In 100 days, on Oct. 1, the next significant provision kicks in. On that day, those eligible can begin enrolling in insurance programs, with coverage beginning in January. You're eligible if you don't have insurance from your employer, or if that insurance costs too much—more than 9.5 percent of your income. Between now and then, the administration has a lot to accomplish.
There are, arguably, two big things that need to happen between now and October. The first is technical: The federal government needs to finish building the infrastructure that allows multiple government agencies to transmit information, determining whether an individual should qualify for tax subsidies. This is a really big lift that means connecting Health and Human Services, Treasury, Homeland Security and other agencies in a way that has never really happened before.
Also in the technical arena, the federal government needs to finish building the federal exchange, an online portal that most states will have their residents use to purchase health insurance. Fifteen states are also in the midst of putting finishing touches on the insurance markets they opted to run. [...]
There’s one other task on the Obama administration’s plate just as big as technological work, and that’s outreach. Even if the technological launch goes off without a hitch, that won’t be much good if no shoppers show up to the marketplace.
On the second issue, the non-profit Enroll America has launched an education and enrollment campaign, reaching out to churches, local assistance offices, anywhere people who might be eligible might turn up as well as launching a massive media campaign. That's obviously a pretty significant help. On the technical side, the
to-do list to make sure all those people being told about how to get in the program have a program to get into is huge. It includes making sure that the 17 states who are launching their own exchanges have final approval. Which means those 17 states have to have exchanges ready to start taking people on Oct. 1. In six states, the feds have to figure out a partnership with the state governments, all of which will vary. In 27 states, they have to set up the entire exchange.

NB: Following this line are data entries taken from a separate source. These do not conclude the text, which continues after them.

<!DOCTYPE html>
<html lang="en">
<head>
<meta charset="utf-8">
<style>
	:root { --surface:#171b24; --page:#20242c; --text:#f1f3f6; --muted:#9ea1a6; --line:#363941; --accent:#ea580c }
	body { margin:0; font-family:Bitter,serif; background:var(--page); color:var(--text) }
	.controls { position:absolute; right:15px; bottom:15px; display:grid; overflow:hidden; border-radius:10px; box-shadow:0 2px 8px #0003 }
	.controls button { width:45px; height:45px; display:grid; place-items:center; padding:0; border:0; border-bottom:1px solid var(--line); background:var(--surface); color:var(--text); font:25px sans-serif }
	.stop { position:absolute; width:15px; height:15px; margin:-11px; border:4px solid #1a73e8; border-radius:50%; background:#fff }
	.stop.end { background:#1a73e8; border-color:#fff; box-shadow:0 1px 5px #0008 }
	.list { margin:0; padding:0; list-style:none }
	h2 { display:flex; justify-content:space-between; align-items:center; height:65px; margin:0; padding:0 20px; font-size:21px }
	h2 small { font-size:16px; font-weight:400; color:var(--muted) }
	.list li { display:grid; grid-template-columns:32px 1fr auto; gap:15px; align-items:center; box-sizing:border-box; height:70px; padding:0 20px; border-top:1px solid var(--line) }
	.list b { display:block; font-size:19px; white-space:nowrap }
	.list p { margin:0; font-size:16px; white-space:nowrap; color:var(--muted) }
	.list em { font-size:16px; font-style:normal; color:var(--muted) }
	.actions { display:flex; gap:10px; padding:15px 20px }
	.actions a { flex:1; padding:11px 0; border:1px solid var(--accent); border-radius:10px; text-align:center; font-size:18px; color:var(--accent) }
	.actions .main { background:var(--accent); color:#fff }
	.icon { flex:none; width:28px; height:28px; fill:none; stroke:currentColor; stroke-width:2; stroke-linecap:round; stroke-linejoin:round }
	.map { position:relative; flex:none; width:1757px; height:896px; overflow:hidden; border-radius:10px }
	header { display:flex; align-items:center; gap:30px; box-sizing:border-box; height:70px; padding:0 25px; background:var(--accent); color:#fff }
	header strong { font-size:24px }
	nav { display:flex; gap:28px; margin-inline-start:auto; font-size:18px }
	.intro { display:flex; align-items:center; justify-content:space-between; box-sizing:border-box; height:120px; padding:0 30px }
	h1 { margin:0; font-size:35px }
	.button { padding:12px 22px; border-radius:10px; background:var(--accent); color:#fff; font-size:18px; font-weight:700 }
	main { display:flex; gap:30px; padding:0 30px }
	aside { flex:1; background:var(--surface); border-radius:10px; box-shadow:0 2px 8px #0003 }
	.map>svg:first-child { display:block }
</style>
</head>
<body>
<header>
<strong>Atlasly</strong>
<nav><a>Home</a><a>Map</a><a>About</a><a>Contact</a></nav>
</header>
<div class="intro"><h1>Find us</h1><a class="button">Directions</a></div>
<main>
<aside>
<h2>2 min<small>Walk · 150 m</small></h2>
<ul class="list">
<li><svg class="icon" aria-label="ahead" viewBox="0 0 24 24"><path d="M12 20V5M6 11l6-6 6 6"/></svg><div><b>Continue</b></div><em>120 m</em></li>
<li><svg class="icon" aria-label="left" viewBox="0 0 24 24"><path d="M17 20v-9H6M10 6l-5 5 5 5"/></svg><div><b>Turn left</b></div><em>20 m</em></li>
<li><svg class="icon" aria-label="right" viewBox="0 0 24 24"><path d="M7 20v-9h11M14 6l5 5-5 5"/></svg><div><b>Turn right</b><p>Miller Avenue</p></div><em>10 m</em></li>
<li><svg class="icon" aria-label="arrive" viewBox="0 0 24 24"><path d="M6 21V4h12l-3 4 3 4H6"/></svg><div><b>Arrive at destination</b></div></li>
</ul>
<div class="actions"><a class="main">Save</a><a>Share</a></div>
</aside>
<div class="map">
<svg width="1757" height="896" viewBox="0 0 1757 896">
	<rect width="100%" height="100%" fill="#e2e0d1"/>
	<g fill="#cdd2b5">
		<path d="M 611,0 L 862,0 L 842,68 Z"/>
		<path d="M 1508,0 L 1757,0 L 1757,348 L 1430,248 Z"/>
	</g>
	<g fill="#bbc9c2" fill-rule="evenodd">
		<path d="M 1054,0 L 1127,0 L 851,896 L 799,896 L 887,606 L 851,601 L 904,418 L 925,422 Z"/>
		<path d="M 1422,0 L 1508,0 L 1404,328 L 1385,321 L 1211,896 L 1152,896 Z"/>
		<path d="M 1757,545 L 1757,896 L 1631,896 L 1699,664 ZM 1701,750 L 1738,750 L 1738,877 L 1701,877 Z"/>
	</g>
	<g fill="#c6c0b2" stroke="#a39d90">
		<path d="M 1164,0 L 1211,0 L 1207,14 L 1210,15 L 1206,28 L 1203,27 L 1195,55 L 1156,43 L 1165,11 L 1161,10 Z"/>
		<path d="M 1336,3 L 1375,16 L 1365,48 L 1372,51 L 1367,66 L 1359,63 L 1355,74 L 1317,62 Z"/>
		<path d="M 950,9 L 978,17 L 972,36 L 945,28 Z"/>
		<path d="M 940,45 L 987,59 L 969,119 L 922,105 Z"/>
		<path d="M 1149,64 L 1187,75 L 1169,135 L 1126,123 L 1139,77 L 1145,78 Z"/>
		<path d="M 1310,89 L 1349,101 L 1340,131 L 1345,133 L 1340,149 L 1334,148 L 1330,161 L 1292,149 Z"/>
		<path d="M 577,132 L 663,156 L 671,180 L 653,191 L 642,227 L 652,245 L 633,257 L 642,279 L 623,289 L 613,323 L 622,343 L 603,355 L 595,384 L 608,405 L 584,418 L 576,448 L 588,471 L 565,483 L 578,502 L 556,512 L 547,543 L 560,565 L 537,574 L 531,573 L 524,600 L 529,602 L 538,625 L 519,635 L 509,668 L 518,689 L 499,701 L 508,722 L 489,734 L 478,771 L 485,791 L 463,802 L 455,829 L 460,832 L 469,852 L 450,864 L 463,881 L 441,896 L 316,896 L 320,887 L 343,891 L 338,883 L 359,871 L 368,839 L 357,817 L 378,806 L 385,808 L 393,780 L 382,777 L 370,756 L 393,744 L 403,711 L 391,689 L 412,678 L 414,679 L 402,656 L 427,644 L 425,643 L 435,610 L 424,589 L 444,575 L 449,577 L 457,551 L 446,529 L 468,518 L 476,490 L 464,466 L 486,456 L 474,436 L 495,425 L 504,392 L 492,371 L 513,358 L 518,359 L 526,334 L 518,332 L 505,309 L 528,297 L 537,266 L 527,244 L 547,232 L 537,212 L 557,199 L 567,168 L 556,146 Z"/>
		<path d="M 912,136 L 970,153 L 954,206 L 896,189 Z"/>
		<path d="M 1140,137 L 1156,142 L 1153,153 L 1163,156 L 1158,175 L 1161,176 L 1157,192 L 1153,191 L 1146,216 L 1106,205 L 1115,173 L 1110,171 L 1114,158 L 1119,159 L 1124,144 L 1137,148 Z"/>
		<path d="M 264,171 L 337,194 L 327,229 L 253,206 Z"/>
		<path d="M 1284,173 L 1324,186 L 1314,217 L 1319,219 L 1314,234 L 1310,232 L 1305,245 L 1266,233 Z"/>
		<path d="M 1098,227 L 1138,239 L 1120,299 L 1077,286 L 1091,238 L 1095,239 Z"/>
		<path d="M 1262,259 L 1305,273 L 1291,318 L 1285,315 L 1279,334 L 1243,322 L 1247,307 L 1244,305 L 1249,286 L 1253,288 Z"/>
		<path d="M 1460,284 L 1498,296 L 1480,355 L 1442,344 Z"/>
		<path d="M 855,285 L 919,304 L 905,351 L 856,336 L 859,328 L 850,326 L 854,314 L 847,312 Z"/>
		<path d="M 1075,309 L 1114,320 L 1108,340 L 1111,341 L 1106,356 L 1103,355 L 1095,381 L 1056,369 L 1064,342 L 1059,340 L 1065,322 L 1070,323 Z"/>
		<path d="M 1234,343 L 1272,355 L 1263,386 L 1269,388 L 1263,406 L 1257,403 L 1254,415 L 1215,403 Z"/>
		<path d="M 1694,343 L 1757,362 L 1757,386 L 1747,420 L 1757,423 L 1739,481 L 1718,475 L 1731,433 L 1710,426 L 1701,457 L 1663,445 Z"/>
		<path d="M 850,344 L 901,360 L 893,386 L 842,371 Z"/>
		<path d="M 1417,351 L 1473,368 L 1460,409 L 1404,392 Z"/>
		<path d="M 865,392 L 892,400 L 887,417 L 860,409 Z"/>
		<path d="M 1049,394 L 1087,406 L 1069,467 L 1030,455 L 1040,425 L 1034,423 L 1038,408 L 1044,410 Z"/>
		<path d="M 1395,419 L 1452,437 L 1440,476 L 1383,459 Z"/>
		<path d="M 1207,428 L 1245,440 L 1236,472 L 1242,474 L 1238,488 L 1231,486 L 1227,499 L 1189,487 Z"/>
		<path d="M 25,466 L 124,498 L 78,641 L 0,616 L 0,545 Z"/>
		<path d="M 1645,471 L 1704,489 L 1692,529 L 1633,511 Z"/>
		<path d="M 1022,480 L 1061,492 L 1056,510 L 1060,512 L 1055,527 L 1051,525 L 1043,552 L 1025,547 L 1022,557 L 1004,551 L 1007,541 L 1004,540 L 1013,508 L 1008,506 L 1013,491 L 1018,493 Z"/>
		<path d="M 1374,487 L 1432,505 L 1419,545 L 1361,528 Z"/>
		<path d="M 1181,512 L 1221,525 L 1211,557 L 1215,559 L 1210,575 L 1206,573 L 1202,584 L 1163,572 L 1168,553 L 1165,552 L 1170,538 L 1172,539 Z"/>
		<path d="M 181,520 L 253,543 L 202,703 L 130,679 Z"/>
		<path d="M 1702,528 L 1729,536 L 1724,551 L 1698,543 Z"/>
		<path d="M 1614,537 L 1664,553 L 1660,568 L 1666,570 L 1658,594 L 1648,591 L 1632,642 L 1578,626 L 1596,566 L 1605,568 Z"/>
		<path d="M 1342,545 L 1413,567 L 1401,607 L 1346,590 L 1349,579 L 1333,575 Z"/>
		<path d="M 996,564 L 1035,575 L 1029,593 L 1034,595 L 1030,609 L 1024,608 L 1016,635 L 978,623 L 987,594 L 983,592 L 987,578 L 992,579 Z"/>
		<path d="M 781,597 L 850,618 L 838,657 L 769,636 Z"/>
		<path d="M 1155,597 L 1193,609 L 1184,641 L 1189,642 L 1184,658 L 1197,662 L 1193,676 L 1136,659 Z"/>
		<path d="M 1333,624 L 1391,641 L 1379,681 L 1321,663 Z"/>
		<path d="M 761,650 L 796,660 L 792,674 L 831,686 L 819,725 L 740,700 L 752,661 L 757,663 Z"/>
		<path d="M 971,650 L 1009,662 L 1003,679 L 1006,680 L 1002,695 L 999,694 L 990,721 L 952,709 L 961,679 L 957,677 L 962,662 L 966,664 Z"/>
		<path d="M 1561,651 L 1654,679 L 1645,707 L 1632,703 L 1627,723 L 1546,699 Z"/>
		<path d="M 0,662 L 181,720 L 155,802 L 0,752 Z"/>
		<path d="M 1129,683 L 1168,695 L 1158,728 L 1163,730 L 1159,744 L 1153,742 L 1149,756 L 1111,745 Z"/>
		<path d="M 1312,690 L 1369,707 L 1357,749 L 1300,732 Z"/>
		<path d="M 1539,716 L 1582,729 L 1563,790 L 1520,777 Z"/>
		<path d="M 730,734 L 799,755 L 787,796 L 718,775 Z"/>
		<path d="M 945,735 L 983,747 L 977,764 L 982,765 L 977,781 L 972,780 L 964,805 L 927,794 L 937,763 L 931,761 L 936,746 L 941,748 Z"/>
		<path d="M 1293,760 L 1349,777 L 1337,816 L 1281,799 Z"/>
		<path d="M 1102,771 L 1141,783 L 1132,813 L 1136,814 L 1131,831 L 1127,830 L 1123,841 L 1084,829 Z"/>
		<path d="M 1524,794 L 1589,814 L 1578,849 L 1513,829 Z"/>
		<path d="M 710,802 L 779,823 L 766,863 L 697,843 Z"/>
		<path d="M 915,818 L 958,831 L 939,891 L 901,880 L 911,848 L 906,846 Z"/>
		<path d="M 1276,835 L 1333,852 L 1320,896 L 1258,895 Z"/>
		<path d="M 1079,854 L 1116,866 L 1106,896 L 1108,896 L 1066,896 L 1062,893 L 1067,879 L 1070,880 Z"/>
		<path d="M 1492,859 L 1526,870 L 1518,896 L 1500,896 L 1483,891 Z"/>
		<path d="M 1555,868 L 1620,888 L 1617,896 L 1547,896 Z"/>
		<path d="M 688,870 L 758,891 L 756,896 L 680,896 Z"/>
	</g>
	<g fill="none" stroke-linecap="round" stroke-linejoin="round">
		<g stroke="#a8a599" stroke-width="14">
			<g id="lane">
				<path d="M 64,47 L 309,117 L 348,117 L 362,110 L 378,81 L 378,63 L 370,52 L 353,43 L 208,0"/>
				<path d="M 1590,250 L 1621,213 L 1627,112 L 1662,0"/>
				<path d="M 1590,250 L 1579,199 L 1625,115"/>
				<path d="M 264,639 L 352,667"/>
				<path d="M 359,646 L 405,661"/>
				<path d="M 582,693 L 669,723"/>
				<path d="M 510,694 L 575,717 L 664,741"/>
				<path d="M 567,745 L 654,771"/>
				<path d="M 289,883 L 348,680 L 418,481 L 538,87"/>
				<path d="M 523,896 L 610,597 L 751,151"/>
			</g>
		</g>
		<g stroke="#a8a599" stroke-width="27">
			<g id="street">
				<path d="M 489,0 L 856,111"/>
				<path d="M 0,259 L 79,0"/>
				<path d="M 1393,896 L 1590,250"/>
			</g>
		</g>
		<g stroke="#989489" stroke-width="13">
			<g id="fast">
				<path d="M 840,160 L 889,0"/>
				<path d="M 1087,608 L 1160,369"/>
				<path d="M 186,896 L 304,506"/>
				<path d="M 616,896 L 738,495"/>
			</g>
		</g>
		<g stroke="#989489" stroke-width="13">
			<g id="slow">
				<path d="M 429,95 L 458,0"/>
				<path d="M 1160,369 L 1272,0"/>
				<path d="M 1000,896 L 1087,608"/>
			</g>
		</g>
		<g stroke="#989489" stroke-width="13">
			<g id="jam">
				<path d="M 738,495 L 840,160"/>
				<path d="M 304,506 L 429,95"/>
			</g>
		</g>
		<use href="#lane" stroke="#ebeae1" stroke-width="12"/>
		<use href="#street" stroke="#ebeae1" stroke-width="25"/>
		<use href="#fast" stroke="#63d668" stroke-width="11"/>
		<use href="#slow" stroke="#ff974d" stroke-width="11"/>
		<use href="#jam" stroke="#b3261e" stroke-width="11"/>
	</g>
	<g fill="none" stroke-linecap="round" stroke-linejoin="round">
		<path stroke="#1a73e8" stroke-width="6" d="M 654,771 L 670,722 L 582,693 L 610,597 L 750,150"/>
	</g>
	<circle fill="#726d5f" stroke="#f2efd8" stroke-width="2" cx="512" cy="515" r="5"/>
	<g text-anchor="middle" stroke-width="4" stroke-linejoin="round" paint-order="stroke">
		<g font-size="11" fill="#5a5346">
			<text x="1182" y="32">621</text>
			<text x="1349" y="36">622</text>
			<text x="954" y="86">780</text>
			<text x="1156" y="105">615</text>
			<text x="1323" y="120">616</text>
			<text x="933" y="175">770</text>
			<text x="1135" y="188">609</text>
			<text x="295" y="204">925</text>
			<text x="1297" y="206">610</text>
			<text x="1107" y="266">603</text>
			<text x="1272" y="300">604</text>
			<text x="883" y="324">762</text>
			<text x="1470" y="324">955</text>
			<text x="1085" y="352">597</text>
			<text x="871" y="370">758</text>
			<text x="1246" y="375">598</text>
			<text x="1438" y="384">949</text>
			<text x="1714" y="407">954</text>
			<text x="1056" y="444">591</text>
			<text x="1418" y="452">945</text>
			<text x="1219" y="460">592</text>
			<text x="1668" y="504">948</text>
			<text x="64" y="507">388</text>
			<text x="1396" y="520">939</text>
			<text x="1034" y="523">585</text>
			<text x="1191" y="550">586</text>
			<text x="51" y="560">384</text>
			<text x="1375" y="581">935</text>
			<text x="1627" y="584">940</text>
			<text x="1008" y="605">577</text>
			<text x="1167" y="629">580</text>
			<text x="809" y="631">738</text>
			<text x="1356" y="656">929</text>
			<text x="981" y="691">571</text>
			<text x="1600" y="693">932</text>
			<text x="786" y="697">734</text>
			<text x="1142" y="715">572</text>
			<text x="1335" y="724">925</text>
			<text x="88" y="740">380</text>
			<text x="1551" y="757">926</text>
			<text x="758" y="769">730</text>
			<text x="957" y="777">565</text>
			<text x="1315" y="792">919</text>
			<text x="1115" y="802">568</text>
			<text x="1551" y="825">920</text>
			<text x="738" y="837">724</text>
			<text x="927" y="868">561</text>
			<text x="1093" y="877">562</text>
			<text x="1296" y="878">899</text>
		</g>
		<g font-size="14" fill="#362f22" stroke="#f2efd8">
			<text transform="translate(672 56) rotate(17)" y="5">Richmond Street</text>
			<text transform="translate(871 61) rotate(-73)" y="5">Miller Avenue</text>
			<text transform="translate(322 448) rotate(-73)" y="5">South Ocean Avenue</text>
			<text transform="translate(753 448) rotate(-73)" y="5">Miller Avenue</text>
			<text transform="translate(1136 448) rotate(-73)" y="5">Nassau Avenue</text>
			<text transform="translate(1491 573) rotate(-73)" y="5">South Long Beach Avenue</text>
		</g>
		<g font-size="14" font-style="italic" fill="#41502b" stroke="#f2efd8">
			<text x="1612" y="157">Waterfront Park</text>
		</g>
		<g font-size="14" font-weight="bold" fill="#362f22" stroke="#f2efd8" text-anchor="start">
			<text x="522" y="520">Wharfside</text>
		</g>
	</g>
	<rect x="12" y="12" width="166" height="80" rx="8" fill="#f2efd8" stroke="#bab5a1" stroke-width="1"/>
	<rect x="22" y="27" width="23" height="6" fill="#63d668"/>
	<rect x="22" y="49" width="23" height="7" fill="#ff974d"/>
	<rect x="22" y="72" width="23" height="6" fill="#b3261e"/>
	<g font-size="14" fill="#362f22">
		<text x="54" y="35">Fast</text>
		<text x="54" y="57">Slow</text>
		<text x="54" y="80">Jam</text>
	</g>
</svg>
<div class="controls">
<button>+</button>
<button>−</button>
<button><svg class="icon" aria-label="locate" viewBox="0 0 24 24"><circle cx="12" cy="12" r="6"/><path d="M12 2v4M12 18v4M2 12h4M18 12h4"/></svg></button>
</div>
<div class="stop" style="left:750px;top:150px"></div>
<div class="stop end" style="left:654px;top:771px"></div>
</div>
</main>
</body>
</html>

That's just the beginning of the list. Sarah Kliff identifies another 40 or so. It's an awful lot of work to compress into 100 days, and much of it—thanks to Republicans—has been delayed and delayed because of litigation, because of defunding efforts, and because of just plain old obstruction at all levels. And that obstruction isn't likely to end, at least not from Republican states, since they are counting on Obamacare's first year being a fiasco to run on for 2014. In other words, it's going to be a long 100 days.